• TASK TO CARRY OUT: Could you reproduce the line where "Map reading. Transcribe" occurs and all lines after it in the listing below, through the final one, without changing anything?

#### DATA TO USE

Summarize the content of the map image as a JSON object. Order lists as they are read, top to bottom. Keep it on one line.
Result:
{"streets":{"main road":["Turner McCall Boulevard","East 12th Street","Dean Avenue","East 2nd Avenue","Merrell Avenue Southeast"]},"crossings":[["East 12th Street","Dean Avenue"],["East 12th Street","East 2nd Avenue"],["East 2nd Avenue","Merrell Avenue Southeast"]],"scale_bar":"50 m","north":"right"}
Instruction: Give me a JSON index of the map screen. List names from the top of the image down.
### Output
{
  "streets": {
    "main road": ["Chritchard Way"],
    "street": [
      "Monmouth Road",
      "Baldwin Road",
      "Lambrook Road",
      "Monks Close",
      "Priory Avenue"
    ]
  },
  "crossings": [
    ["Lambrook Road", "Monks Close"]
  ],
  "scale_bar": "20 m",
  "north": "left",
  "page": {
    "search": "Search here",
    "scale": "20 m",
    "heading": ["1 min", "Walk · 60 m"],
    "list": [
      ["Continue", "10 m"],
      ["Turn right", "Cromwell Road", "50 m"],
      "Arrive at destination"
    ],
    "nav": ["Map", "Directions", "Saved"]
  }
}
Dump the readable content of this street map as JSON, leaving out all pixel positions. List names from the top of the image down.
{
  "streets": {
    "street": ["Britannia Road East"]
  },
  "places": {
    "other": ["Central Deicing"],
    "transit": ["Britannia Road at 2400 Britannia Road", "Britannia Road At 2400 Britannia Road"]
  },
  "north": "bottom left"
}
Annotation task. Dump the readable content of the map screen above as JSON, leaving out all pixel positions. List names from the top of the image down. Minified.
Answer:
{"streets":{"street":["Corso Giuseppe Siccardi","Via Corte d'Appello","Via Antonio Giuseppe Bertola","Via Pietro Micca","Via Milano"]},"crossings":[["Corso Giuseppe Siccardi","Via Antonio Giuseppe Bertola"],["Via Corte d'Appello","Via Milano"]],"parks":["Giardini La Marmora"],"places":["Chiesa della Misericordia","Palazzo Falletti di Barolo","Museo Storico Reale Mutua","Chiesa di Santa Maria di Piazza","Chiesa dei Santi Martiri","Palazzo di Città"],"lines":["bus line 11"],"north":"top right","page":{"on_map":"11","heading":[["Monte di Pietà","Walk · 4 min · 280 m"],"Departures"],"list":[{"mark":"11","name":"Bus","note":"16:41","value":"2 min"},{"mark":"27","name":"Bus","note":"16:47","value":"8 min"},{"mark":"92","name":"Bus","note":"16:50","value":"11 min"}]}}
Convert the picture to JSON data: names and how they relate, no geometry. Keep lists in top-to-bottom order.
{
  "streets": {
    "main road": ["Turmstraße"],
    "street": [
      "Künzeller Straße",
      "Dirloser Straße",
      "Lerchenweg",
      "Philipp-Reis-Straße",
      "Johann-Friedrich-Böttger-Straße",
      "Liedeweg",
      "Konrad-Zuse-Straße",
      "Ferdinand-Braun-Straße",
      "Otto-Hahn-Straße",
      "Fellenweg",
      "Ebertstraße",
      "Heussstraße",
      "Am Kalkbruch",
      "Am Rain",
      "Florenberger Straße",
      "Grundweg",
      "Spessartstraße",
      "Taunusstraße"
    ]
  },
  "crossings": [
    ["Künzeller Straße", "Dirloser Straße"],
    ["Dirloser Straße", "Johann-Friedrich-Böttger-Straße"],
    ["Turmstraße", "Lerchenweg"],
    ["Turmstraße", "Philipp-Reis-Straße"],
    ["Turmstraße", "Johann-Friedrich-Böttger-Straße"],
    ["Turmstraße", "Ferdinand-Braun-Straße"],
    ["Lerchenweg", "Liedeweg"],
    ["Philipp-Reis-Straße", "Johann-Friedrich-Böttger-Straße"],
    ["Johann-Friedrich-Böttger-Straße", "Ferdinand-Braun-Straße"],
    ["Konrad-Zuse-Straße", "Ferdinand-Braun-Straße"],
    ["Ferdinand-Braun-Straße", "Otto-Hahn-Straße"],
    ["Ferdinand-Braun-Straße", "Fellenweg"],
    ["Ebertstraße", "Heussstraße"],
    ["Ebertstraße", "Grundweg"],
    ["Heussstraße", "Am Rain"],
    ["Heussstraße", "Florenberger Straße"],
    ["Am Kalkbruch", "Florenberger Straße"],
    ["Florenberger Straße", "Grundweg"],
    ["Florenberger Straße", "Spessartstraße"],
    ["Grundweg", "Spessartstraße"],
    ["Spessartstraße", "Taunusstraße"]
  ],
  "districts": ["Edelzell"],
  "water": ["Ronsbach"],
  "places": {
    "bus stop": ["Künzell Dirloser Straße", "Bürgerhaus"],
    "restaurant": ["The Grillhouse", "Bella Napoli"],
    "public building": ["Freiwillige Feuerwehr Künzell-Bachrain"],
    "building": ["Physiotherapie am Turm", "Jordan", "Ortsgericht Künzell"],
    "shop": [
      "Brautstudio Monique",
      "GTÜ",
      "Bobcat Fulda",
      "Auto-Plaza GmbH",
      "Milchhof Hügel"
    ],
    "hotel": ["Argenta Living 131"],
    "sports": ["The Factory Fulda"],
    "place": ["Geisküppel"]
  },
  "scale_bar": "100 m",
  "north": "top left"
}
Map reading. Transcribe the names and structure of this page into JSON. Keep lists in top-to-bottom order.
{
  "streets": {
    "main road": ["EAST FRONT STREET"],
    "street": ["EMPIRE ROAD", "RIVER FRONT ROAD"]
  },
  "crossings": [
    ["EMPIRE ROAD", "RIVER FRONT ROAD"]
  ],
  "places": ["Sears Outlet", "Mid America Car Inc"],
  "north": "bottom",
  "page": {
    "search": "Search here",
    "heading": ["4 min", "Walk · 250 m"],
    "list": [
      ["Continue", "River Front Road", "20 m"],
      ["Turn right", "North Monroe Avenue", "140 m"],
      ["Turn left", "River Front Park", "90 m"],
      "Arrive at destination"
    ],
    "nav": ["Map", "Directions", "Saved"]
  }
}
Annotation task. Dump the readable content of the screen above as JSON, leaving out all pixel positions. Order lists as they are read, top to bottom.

########

• SOLUTION TO THIS EXERCISE:
Map reading. Transcribe the names and structure of this page into JSON. Keep lists in top-to-bottom order.
{
  "streets": {
    "main road": ["EAST FRONT STREET"],
    "street": ["EMPIRE ROAD", "RIVER FRONT ROAD"]
  },
  "crossings": [
    ["EMPIRE ROAD", "RIVER FRONT ROAD"]
  ],
  "places": ["Sears Outlet", "Mid America Car Inc"],
  "north": "bottom",
  "page": {
    "search": "Search here",
    "heading": ["4 min", "Walk · 250 m"],
    "list": [
      ["Continue", "River Front Road", "20 m"],
      ["Turn right", "North Monroe Avenue", "140 m"],
      ["Turn left", "River Front Park", "90 m"],
      "Arrive at destination"
    ],
    "nav": ["Map", "Directions", "Saved"]
  }
}
Annotation task. Dump the readable content of the screen above as JSON, leaving out all pixel positions. Order lists as they are read, top to bottom.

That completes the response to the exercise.